(Stored data)
----
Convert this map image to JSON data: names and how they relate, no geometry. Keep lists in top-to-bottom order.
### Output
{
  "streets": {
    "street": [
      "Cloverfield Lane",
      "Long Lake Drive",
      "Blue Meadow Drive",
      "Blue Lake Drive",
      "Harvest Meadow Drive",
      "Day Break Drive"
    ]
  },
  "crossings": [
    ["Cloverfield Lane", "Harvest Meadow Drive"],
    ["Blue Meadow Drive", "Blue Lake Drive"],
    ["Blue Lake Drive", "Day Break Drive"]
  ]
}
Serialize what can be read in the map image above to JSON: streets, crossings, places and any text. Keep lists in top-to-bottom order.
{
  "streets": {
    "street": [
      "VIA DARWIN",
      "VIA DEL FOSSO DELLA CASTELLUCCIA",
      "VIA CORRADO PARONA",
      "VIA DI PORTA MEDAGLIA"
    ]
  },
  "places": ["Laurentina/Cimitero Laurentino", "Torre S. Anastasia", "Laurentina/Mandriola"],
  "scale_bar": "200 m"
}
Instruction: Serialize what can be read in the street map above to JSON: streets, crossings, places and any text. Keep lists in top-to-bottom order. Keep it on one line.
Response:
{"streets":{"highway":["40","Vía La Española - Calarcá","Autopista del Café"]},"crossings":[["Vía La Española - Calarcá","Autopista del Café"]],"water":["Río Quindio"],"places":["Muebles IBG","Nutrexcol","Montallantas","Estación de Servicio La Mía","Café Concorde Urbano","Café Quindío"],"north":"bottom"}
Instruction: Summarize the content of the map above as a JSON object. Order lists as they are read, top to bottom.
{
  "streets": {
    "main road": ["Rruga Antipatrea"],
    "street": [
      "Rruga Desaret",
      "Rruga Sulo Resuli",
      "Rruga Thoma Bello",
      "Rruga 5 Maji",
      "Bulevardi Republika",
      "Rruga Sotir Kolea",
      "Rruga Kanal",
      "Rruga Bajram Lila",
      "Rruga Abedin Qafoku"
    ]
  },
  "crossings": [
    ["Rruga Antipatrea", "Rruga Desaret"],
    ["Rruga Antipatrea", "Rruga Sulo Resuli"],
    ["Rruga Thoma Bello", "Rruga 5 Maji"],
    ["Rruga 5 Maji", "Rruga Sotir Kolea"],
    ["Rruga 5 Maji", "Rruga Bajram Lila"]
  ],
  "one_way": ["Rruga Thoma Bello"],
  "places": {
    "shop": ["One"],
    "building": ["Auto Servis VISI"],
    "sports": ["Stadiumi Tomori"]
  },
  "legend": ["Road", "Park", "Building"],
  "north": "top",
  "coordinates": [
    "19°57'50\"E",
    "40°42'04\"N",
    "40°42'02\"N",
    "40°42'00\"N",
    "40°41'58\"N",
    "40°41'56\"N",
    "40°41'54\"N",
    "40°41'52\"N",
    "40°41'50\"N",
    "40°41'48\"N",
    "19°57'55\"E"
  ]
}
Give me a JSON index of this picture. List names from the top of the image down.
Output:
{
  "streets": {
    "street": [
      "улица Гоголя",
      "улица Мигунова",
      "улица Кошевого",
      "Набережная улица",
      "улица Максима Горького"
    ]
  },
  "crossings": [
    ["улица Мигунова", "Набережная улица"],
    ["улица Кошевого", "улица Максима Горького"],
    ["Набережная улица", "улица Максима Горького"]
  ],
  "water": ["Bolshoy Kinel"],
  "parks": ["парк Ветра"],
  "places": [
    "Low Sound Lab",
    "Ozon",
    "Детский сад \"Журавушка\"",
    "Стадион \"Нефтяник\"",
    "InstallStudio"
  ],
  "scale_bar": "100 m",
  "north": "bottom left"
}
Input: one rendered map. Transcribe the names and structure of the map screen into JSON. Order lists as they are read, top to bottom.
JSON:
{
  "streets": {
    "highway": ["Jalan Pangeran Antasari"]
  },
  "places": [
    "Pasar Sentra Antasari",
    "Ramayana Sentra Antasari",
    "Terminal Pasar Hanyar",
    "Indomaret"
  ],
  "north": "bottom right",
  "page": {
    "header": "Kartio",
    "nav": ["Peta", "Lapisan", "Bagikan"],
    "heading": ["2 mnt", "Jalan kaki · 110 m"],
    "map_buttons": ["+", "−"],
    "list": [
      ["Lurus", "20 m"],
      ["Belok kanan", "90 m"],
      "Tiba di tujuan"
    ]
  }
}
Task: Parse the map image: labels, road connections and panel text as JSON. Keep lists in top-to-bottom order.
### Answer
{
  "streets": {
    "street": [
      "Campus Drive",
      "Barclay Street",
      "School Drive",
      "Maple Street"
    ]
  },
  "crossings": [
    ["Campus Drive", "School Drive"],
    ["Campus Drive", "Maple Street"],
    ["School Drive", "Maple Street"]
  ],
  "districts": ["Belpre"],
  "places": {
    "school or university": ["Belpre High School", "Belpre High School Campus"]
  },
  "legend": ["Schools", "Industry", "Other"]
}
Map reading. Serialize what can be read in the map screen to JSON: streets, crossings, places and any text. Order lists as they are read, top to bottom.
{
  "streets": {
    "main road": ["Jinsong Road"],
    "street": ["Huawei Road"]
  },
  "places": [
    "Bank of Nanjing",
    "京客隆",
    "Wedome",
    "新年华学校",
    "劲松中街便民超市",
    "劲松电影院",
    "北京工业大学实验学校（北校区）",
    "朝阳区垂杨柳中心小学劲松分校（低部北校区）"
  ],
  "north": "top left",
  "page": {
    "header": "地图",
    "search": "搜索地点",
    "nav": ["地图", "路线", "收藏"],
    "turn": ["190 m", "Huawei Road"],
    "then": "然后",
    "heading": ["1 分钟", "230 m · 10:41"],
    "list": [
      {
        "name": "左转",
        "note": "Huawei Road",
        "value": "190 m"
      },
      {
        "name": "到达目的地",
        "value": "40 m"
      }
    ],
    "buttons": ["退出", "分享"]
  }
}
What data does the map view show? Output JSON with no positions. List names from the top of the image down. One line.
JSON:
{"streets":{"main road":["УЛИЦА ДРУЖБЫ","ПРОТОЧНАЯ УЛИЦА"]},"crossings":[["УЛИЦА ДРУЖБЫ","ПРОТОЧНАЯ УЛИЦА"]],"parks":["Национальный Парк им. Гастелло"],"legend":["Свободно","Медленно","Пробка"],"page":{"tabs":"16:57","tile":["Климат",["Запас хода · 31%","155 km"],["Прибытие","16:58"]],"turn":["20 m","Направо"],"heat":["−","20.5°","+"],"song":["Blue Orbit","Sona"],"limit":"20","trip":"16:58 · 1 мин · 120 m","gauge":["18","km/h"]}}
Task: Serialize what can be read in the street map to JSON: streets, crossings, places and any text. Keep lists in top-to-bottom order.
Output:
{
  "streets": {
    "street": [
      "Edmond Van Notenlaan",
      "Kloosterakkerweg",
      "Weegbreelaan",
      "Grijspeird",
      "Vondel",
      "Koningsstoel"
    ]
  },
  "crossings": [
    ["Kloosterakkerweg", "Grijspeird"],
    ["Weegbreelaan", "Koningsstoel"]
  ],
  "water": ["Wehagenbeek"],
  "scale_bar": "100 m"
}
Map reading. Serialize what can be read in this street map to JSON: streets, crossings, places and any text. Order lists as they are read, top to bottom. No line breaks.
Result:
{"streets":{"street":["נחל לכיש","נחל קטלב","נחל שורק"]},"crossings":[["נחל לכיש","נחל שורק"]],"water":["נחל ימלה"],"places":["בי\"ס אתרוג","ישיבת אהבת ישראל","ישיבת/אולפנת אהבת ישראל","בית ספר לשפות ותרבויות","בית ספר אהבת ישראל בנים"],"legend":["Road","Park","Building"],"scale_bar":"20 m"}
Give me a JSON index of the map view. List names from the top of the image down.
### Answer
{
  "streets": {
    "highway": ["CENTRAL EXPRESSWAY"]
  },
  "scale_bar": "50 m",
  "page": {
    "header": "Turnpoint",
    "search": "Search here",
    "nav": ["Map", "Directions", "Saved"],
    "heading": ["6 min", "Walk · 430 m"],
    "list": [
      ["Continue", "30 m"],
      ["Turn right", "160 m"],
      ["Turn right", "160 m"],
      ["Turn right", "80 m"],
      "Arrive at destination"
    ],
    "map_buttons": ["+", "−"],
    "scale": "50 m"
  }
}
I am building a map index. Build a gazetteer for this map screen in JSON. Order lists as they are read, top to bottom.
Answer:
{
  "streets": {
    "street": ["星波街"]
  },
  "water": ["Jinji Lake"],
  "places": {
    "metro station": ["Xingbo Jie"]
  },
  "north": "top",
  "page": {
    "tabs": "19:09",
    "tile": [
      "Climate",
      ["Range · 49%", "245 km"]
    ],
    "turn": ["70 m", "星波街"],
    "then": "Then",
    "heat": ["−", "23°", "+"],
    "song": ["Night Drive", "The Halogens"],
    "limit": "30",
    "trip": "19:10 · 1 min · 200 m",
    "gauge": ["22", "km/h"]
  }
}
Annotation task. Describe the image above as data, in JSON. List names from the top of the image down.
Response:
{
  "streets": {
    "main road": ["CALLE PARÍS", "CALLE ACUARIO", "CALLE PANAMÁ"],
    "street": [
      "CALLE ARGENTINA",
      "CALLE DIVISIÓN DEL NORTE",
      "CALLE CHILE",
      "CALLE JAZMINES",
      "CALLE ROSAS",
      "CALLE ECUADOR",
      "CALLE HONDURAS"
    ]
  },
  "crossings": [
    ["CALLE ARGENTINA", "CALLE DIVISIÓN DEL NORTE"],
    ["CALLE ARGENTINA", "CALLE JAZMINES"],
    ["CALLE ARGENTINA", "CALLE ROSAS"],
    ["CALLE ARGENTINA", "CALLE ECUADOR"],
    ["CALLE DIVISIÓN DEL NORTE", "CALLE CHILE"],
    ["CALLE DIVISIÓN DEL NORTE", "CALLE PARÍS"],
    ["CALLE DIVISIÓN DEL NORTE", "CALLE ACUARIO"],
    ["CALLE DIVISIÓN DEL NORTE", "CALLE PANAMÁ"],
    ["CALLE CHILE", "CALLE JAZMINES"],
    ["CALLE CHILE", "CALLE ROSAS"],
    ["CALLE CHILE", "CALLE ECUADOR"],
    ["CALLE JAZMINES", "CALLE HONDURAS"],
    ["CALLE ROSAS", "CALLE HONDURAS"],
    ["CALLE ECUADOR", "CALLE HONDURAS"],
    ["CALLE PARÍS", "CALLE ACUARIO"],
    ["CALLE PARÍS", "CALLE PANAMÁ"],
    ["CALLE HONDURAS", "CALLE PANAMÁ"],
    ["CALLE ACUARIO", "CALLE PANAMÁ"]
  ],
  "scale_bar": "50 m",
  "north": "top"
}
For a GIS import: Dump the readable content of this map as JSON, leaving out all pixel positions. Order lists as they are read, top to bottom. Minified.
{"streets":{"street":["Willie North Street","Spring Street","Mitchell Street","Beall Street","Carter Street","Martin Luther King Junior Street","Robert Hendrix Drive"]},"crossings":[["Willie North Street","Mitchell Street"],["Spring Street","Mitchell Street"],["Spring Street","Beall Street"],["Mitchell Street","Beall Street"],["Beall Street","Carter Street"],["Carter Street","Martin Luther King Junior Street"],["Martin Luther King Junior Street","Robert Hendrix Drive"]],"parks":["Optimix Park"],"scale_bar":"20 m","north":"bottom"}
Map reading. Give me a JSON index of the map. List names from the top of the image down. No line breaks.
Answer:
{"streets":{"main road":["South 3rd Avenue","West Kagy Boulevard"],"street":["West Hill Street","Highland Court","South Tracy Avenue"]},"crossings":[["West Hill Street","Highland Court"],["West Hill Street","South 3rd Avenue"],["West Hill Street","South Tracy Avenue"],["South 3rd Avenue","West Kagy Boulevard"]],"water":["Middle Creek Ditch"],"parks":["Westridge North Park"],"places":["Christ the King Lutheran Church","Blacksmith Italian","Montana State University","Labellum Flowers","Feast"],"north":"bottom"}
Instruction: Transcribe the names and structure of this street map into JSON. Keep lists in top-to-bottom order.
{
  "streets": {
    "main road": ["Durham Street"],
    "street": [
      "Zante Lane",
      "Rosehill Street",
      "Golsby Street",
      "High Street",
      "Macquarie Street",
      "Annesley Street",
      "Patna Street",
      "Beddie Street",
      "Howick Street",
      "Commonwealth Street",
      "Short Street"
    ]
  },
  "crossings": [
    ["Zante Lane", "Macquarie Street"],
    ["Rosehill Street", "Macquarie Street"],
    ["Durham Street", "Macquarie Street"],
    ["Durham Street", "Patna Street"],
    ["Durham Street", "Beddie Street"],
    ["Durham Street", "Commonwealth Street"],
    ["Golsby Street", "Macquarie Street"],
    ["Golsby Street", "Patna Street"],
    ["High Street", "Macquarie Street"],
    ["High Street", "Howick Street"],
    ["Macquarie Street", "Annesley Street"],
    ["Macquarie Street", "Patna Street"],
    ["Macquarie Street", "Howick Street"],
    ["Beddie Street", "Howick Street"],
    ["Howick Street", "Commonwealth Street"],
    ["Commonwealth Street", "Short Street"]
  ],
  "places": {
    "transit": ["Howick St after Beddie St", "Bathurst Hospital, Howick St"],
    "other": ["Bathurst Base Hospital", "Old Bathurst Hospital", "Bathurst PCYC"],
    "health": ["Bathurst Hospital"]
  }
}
----
**Your objective**
Show all lines in the entries above where the word "Give" appears.

**Response area**
Give me a JSON index of this picture. List names from the top of the image down.
Give me a JSON index of the map view. List names from the top of the image down.
Map reading. Give me a JSON index of the map. List names from the top of the image down. No line breaks.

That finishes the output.